Five (or Six) Lenses of Leadership

At the beginning of a large workshop, a woman raised her hand and said, “I have to admit that I get frustrated with conversations about leadership. I have a lot of things to do and not much time. If I’m going to be asked to be a leader then please just tell me what that is and what I need to do – and I’ll do it!” The frustration in her voice was genuine, and I felt sympathetic in a way. It would be so much easier if we could reduce leadership to a few “things to do,” but, of course, we can’t and so her statement was also ironic. The nature of leadership is the exact opposite of somebody else’s formula.

What we can do is set up an ongoing dialogue about what leading means to each of us. In doing so, we learn from each other, deepening our personal definitions and understandings. Here is a story that illustrates some of my own views. It is about five closely intertwined topics bearing on leadership: self-knowledge, conditioning, wholeness, meaning and results. These are like five lenses (plus one more) used to look at the same thing – which is the process of growth I believe we face in learning to become leaders of ourselves and of others.


Here’s the story.

A young manager still forming his “style” and approach to others was unsure if he should be hard or soft on those who worked for him. He was inclined to be supportive and humane, but had grown up in his profession under a particularly harsh and authoritarian “mentor,” and had been told, point blank, that being tough and even cruel at times was the way to get the best from others. Less demanding leaders, he had been advised, would be naïve and more easily taken advantage of. It was clear the “mentor” had done some damage to the young manager. He no longer trusted his own judgment and instincts.

Given this background, it is not surprising that the young manager might have problems administering vacations, since vacations represented for him taking one’s nose off the grindstone, a sign of laziness and potential incompetence. He expressed through his tone and attitude an ambivalence about taking any time off whatsoever. He had told staff that you “didn’t just take a vacation.” There ought to be a “good reason” for taking one. And when someone did decide to take time away, it was up to that person to ensure that the work of the organization would not suffer in the slightest and that all deadlines would be met just as if the staff member were still there. This created stress and guilt for staff about taking a vacation for two reasons: a disapproving boss and because it meant gaining the cooperation of already overloaded peers who would have to completely cover for the time away.

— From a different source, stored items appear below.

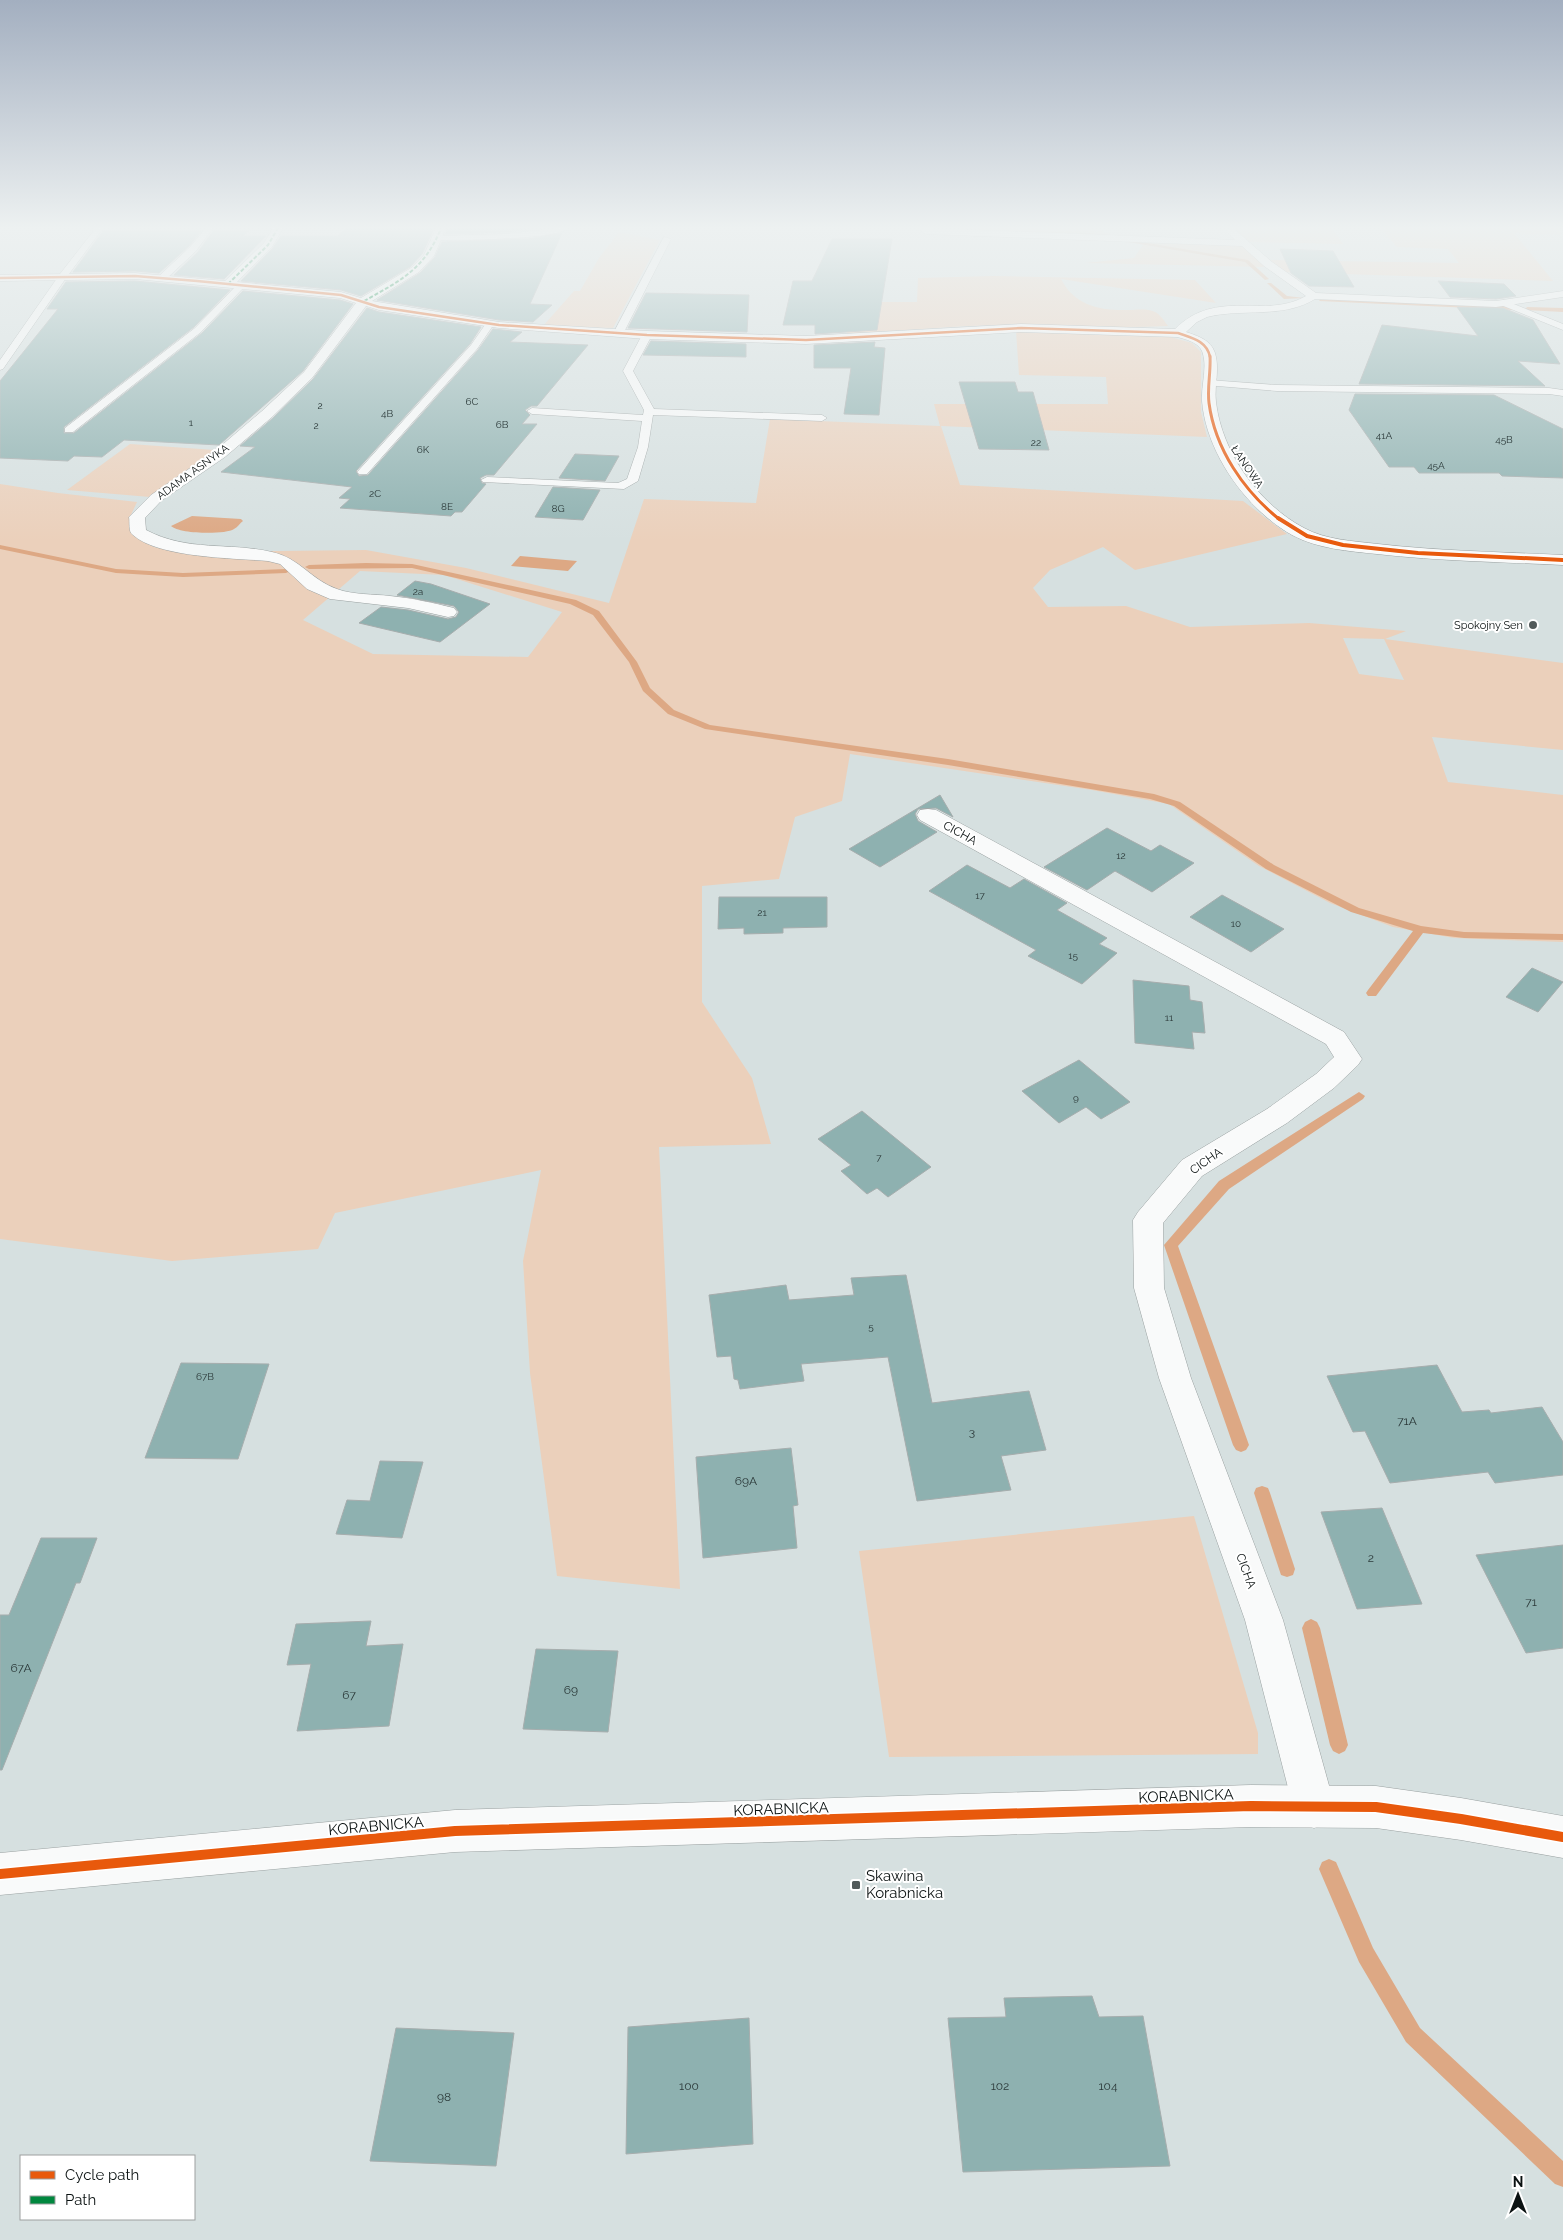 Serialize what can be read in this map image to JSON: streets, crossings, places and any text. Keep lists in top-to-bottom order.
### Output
{
  "streets": {
    "street": [
      "ŁANOWA",
      "ADAMA ASNYKA",
      "CICHA",
      "KORABNICKA"
    ]
  },
  "crossings": [
    ["CICHA", "KORABNICKA"]
  ],
  "places": {
    "other": ["Spokojny Sen"],
    "transit": ["Skawina Korabnicka"]
  },
  "house_numbers": [
    "6C",
    "2",
    "4B",
    "1",
    "6B",
    "2",
    "41A",
    "45B",
    "22",
    "6K",
    "45A",
    "2C",
    "8E",
    "8G",
    "2a",
    "12",
    "17",
    "21",
    "10",
    "15",
    "11",
    "9",
    "7",
    "5",
    "67B",
    "71A",
    "3",
    "69A",
    "2",
    "71",
    "67A",
    "69",
    "67",
    "100",
    "102",
    "104",
    "98"
  ],
  "legend": ["Cycle path", "Path"],
  "north": "top"
} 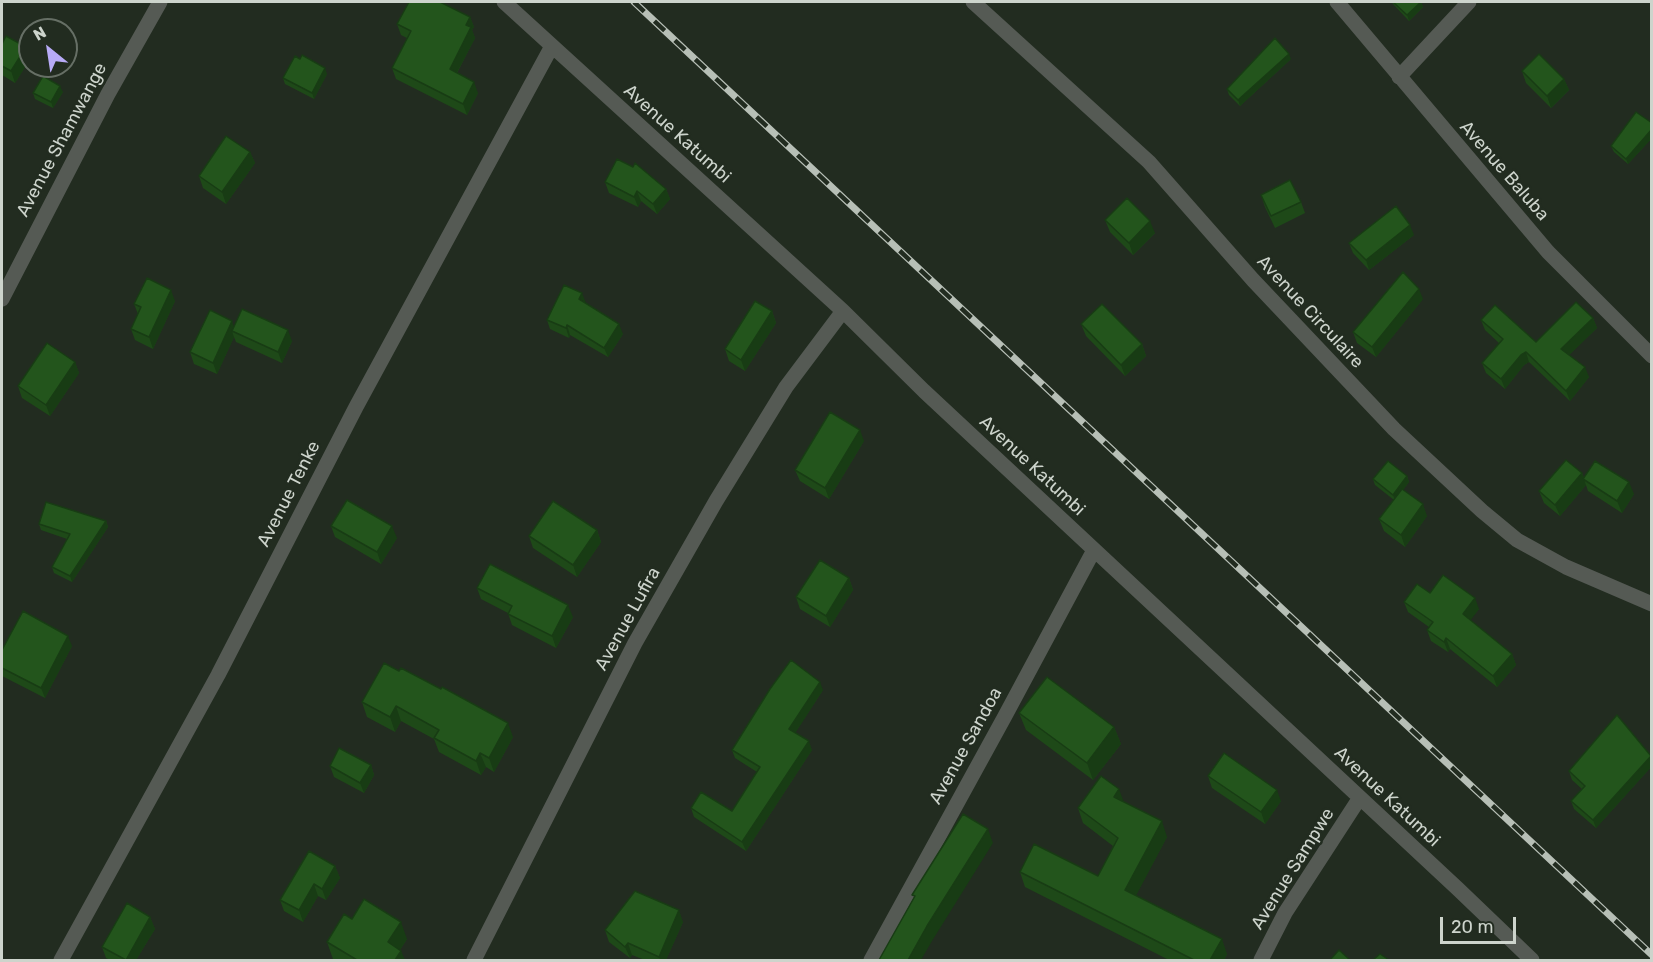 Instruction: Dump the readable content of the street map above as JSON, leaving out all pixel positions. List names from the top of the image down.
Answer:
{
  "streets": {
    "street": [
      "Avenue Katumbi",
      "Avenue Shamwange",
      "Avenue Baluba",
      "Avenue Circulaire",
      "Avenue Tenke",
      "Avenue Lufira",
      "Avenue Sandoa",
      "Avenue Sampwe"
    ]
  },
  "crossings": [
    ["Avenue Katumbi", "Avenue Tenke"],
    ["Avenue Katumbi", "Avenue Lufira"],
    ["Avenue Katumbi", "Avenue Sandoa"],
    ["Avenue Katumbi", "Avenue Sampwe"]
  ],
  "scale_bar": "20 m",
  "north": "top left"
}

Luckily, this was an issue where some anonymous feedback to the young manager from his employees about his views toward vacation proved quite helpful. It did not take him long to see that the pressure he placed on himself for achievement and accomplishment was directly impairing his relationships with others, including how he went about enforcing his policies and expectations for them. This was an important breakthrough. He realized that he was in fact talking nonsense to himself and to others. “A good reason” for a vacation is that you feel you want and need one, period, and as long as it can be planned not to cause a major disruption, should be approved.

This, it seems to me, is what much of self-knowledge is like: changing your mind about something that has been governed by unexamined personal assumptions, beliefs, thoughts and reactions. It’s about breaking through the conditioning of past experiences and the rules for living we have adopted, rules that have become habitual and second nature as an attitude toward self, others and life. In this case those rules were about achievement and accomplishment and how hard oneself and others must work in order to make a meaningful contribution.

What directs such discovery is not superficial. It is not, in this case, merely about a personnel policy. It is more about the natural urge to fill in blank places of one’s personality and “soul.” Because “soul” is a difficult term for many to accept, I use another term, wholeness, to explain what it is that calls to us and manages our process of inner recognition, judgment, growth and fulfillment so that we stop “talking nonsense” to ourselves. Self-knowledge is a discovery on the way to personal wholeness that is so strong it literally leads to new or revised action and results. The story unfolds differently from where it might have gone had the blind spot persisted.


In the example of this leader, he soon became especially sensitive to one of his staff members who felt distressed about not ever being able to get away from her job long enough to go visit her family in Asia. Given his self-reflections, he sat down with her and explained his changing perspective on vacations. Instead of lecturing her about her need for a good reason, he simply encouraged her to make some preparations and go. He promised she would not be punished for taking time off as she had feared.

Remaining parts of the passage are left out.